Partiamo da un principio, credo, condiviso: che i magistrati si riuniscano, discutano di problemi di comune interesse, si associno in forme e per scopi sindacali, che esprimano pareri pubblici su questioni pubbliche, costituisce un diritto democratico e una garanzia della loro e delle nostre libertà. Ma le correnti reali non sono quelle, non cantano messa in cielo. Come abbiamo letto e imparato, queste correnti, l’Associazione che tutte le raduna, il CSM che tutte le rispecchia e le rappresenta sono un tutt’uno, hanno creato un centro o un sistema di potere del tutto anomalo. Il sistema decide il destino professionale di tutti e di ciascun singolo magistrato. Lo stesso sistema – correnti, ANM, CSM – si occupa anche di contestare decisioni dei governi o dei parlamenti intervenendo con eccitati pronunciamenti anche in materie che non concernono la magistratura. Dunque, il sistema giudiziario oltre alla politica spicciola, sindacale, clientelare e corporativa, partecipa anche alla grande politica. Con i magistrati che guidano gli uffici cruciali dei ministeri il sistema è coautore di atti di governo, con quelli in servizio nelle commissioni parlamentari partecipa all’attività legislativa, di controllo e di ispezione delle Camere infine con l’ANM e il CSM quell’anomalo centro di potere contratta e contrasta – a torto o a ragione – atti di governo e del Parlamento. Si badi bene: a questa effervescenza politica partecipa un’esigua minoranza di magistrati. La grande maggioranza oltre che svolgere il proprio lavoro si limita a votare i suoi rappresentati di corrente/partito/clientela e a loro delega la tutela degli interessi personali oltre a quelli di categoria. L’ampia partecipazione alle elezioni interne è dettata dal desiderio di essere tutelati e si spiega con il carattere misto di una delega che è sindacale, politica e clientelare al tempo stesso. Infine a prevalere anche in questo ambito è la paura. La paura di restare senza protettori cioè soli di fronte agli incidenti di una professione rischiosa e competitiva o quando il CSM tratterà qualcosa direttamente o indirettamente ci riguarda.

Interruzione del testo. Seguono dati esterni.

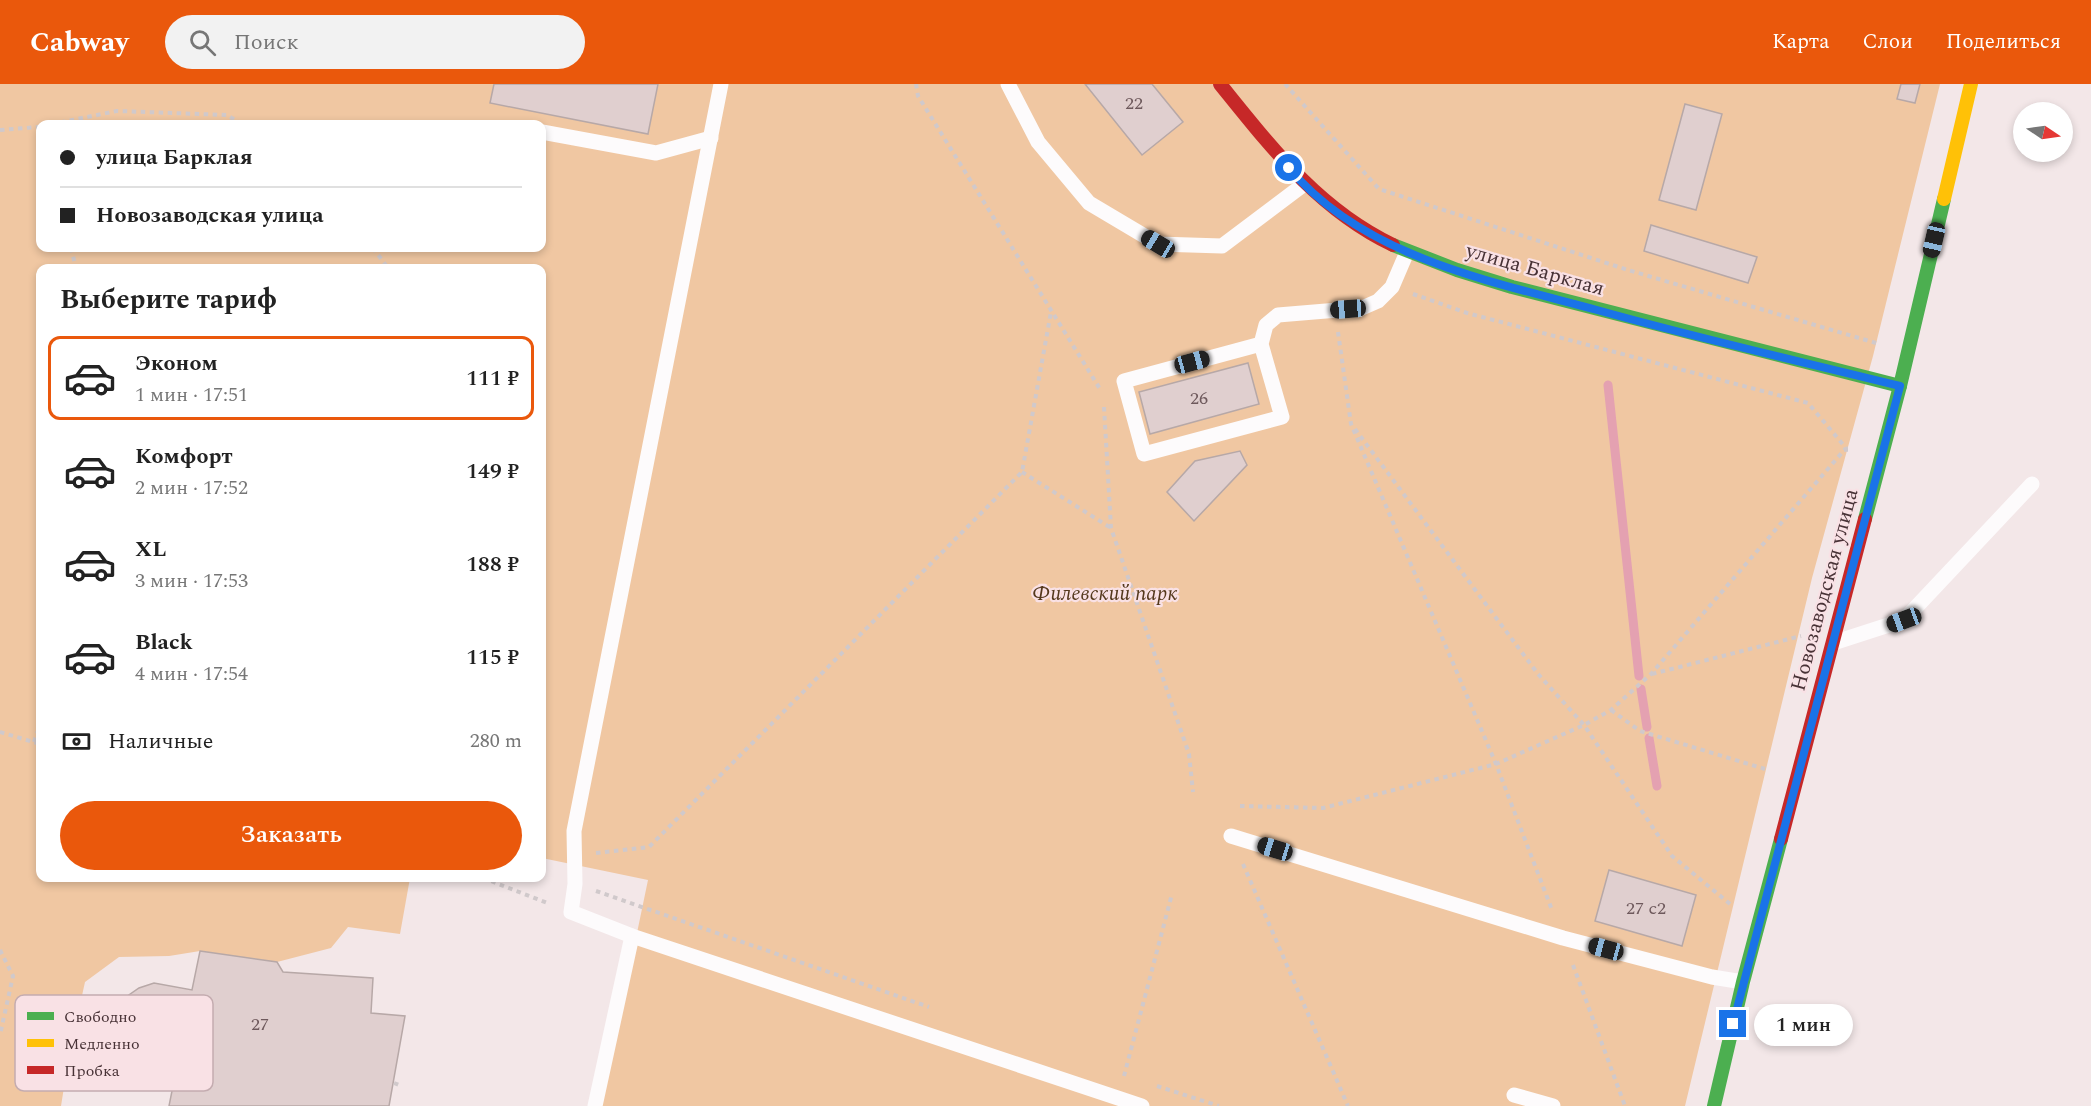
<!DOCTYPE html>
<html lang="ru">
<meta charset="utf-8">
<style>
body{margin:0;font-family:Spectral,serif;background:#f2f2f2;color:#222;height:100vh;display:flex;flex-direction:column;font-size:22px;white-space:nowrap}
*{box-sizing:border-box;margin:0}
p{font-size:20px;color:#767676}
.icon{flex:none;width:33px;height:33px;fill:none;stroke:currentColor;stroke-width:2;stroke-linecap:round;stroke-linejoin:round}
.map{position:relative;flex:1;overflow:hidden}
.sheet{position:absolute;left:36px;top:180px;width:510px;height:618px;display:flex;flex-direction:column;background:#fff;border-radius:12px;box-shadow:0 3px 9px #0003}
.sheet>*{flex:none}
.banner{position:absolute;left:36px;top:36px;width:510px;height:132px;border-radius:12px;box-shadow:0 3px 9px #0003;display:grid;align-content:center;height:132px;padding:0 24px;background:#fff}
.needle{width:39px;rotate:103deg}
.fabs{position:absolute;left:2013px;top:18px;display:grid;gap:12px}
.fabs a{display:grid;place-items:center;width:60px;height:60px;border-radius:50%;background:#fff;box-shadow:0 3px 9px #0003;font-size:30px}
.end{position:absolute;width:27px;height:27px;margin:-14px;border:8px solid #1a73e8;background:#fff;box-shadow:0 0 0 3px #fff}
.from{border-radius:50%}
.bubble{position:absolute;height:42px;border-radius:21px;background:#fff;box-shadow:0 3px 9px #0003;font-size:20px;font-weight:600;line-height:42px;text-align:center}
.car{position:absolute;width:18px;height:36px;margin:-18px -9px;border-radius:8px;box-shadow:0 0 4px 2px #0007;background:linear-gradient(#222 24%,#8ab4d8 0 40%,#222 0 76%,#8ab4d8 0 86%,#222 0)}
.banner b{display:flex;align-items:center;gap:21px;height:57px;font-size:22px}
.banner b+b{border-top:2px solid #e0e0e0}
.banner i{width:15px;height:15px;background:#222}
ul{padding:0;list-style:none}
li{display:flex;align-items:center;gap:18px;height:84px;margin:0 12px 9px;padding:0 12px;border:3px solid transparent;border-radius:12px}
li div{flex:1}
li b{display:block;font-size:22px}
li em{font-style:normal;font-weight:600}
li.current{border-color:#ea580c}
li>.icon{width:54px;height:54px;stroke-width:1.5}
h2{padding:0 24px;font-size:27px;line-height:72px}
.pay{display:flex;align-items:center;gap:15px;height:66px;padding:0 24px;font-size:22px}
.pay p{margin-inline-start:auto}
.cta{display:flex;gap:12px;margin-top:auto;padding:12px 24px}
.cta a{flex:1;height:69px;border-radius:36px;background:#ea580c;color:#fff;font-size:24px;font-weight:600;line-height:69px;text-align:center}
header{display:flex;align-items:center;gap:36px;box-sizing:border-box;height:84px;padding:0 30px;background:#ea580c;color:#fff}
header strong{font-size:28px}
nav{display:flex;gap:33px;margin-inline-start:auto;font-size:21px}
.search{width:420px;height:54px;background:#f2f2f2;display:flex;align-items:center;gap:15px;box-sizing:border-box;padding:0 21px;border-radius:33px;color:#767676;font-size:22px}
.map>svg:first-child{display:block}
.green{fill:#f0c7a2;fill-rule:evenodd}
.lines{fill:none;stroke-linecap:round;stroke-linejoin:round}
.stream{stroke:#e4a1b1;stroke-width:9}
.building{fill:#e0cfcf;stroke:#b7a8a7;stroke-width:1.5}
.path{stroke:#d0c9cb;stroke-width:4;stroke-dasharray:4.5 4.5;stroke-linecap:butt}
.lane{stroke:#fdfbfc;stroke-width:15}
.fast{stroke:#4caf50;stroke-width:14}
.slow{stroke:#ffc107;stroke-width:14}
.jam{stroke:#c62828;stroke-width:14}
.route{stroke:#1a73e8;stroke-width:8}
.labels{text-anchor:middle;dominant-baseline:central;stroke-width:4.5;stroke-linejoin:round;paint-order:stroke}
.number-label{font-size:18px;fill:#6e595c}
.street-label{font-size:21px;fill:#483236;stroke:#f9e1e5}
.park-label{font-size:21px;font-style:italic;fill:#54381c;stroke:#f9e1e5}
.key{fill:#f9e1e5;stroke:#c4acb0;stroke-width:1.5}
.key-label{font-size:16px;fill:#483236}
</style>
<header>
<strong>Cabway</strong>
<div class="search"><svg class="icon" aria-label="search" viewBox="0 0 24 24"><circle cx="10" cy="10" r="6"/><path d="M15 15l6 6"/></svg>Поиск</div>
<nav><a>Карта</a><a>Слои</a><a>Поделиться</a></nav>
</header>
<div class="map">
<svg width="2091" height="1022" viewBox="0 0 2091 1022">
<rect width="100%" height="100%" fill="#f3e7e8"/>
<path class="green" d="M0 0H1940L1873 272 1812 494 1685 1022H601L648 796 542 774V184H40V794H410L400 850 348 843 331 864 277 878 200 867 169 872 119 873 85 898 70 966 61 1022H0ZM40 40H542V164H40Z"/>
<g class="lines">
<g class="stream">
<path d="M1608 301 1639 592"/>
<path d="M1641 605 1647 643"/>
<path d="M1649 654 1657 702"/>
</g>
</g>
<g class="building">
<path d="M494 0H658L648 50 490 19Z"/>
<path d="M1085 0H1152L1183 38 1142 71Z"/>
<path d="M1901 0H1920L1915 19 1897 15Z"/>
<path d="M1685 20 1722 30 1696 126 1659 116Z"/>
<path d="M1651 141 1757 173 1748 199 1644 167Z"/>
<path d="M1248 279 1259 320 1150 350 1139 308Z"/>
<path d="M1240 367 1247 381 1194 437 1167 408 1195 377Z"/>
<path d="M1609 786 1696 811 1682 862 1595 837Z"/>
<path d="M200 867 277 878 283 888 373 894 371 929 405 932 389 1022H169L174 997 134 989 123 979 115 966 114 947 118 929 126 913 139 904 154 899 192 906Z"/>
</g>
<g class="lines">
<g class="path">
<path d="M916 0 918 12 1100 305"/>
<path d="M1285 0 1379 105 1628 186 1876 259"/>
<path d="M52 40 117 27 227 31 242 40"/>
<path d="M0 46 38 43 40 54"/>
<path d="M71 164 76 184"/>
<path d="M373 164 388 184"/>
<path d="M1413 210 1467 229 1808 319 1846 364V371"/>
<path d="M1338 248 1351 340 1496 680 1552 826"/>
<path d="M1104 323 1111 444 1189 670 1193 708"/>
<path d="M1355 345 1538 590 1584 641 1672 772 1730 820"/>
<path d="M1022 388 1111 444"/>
<path d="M1652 590 1801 552"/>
<path d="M1611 626 1640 647 1765 685"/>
<path d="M0 648 40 660"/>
<path d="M34 658 40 641"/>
<path d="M1240 722 1323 724 1496 680 1584 641 1611 626 1651 590 1846 364"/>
<path d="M596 769 649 763 1022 388 1051 228"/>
<path d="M1243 780 1348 1022"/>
<path d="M483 794 550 820"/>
<path d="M596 807 929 923"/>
<path d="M0 866 13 892 0 951"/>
<path d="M1573 881 1625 1022"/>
<path d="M1124 992 1172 810"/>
<path d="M394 999 399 1001"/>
<path d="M1157 1002 1219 1022"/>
</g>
<g class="lane">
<path d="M721 0 574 747 575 800 571 828 632 852 1142 1022"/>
<path d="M1008 0 1038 58 1089 119 1158 160 1222 162 1303 101"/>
<path d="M542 48 656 69 711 54"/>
<path d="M1261 260 1124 297 1144 370 1282 333 1261 260 1266 241 1278 231 1362 224 1378 217 1392 203 1407 168"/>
<path d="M1833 559 1904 536 2032 400"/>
<path d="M1231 752 1563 854 1712 893 1743 898"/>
<path d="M1514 1011 1553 1022"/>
<path d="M595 1022 632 852"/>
</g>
<g class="fast">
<path d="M1393 161 1457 186 1512 203 1900 302"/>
<path d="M1865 435 1900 302 1944 115"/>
<path d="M1714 1022 1743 898 1781 755"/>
</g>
<path class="slow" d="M1944 115 1971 0"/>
<g class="jam">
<path d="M1220 0C1271 63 1318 125 1393 161"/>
<path d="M1781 755 1865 435"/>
</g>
</g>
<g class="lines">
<path class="route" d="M1289 84C1363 173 1490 197 1597 226 1697 254 1799 277 1900 302L1733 940"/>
</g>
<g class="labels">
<g class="number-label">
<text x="1134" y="19">22</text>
<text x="1199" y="314">26</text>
<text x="1646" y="824">27 с2</text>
<text x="260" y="940">27</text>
</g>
<g class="street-label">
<text transform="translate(1535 186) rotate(16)">улица Барклая</text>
<text transform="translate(1825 506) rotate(-75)">Новозаводская улица</text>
</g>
<g class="park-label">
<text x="1105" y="510">Филевский парк</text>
</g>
</g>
<rect x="15" y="911" width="198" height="96" rx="9" class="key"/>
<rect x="27" y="928" width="27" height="8" fill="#4caf50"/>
<rect x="27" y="955" width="27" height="8" fill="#ffc107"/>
<rect x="27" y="982" width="27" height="8" fill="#c62828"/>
<g class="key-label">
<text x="64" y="938">Свободно</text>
<text x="64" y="965">Медленно</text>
<text x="64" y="992">Пробка</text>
</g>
</svg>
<div class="fabs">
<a><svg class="needle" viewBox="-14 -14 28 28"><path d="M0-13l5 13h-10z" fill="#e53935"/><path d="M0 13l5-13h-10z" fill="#767676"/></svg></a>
</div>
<i class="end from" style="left:1289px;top:84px"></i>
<i class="end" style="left:1733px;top:940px"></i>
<div class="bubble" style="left:1754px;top:920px;width:99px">1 мин</div>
<i class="car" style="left:1934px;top:156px;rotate:193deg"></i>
<i class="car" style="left:1158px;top:160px;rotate:301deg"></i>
<i class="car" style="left:1348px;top:225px;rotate:266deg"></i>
<i class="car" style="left:1192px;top:278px;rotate:75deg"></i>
<i class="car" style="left:1904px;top:536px;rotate:250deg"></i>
<i class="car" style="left:1275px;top:765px;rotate:287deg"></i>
<i class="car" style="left:1606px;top:865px;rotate:285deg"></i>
<div class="banner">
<b><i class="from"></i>улица Барклая</b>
<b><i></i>Новозаводская улица</b>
</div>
<section class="sheet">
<h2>Выберите тариф</h2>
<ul>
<li class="current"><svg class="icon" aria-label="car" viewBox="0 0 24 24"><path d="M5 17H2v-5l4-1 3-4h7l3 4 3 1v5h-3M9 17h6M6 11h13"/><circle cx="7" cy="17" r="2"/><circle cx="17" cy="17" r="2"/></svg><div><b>Эконом</b><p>1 мин · 17:51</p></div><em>111 ₽</em></li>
<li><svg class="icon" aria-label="car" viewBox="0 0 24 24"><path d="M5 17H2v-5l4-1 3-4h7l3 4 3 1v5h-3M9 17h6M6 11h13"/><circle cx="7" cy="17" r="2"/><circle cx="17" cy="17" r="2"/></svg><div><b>Комфорт</b><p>2 мин · 17:52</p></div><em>149 ₽</em></li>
<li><svg class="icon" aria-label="car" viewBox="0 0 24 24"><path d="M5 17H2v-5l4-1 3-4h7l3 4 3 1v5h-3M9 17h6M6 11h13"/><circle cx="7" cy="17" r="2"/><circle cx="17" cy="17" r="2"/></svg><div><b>XL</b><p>3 мин · 17:53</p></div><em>188 ₽</em></li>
<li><svg class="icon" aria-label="car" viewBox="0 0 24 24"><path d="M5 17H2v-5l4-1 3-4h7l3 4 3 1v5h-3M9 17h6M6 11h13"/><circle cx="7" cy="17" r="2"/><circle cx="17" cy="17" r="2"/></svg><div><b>Black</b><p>4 мин · 17:54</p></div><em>115 ₽</em></li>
</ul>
<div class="pay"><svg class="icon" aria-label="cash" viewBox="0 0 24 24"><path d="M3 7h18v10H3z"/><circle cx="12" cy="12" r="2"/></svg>Наличные<p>280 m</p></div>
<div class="cta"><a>Заказать</a></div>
</section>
</div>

Se il sistema rimane quello vigente o ci si limita a correggere i meccanismi elettorali non c’è speranza di emancipare il CSM dai condizionamenti e dal mercato delle poltrone. Pur attraente come embrione di separazione delle carriere anche l’ipotesi di scindere l’attuale CSM in due tronconi, uno per i giudici l’altro per i pubblici ministeri, non reciderebbe i nodi con cui le correnti terrebbero prigionieri i due CSM. Ammesso che superasse il vaglio di costituzionalità.

Che fare dunque?

Come avevano capito gli antichi quando l’esperienza vissuta mostra che malcostume, clientelismo e indicibili accordi corrompono l’elezione e l’attività di un organo dello Stato quale è il CSM meglio, molto meglio, affidarsi alla sorte o meglio al sorteggio che allora appare come l’unica soluzione purificatrice perché libera tutti dall’utilità di malfare, cioè al sorteggio che Coloro che obiettano che la Costituzione parla di elezione del CSM e che il sorteggio non è un’elezione sembrano ignorare sia la lingua italiana sia le leggi vigenti. Per la lingua il sorteggio è anche un metodo di scelta o di elezione cui si ricorre nei casi di parità di merito tra i candidati. In Italia le leggi in vigore già prevedono il sorteggio almeno in due casi: per scegliere i giurati popolari e i giudici del Tribunale dei Ministri che, infatti, vengono sorteggiati ogni due anni nei distretti giudiziari.

Tanto basta per concludere che nulla osta a scegliere di sorteggiare i futuri membri del CSM da un albo cui possano iscriversi tutti i magistrati. O si cambia sul serio o l’ondata di fango che ha colpito la magistratura politicizzata non si fermerà.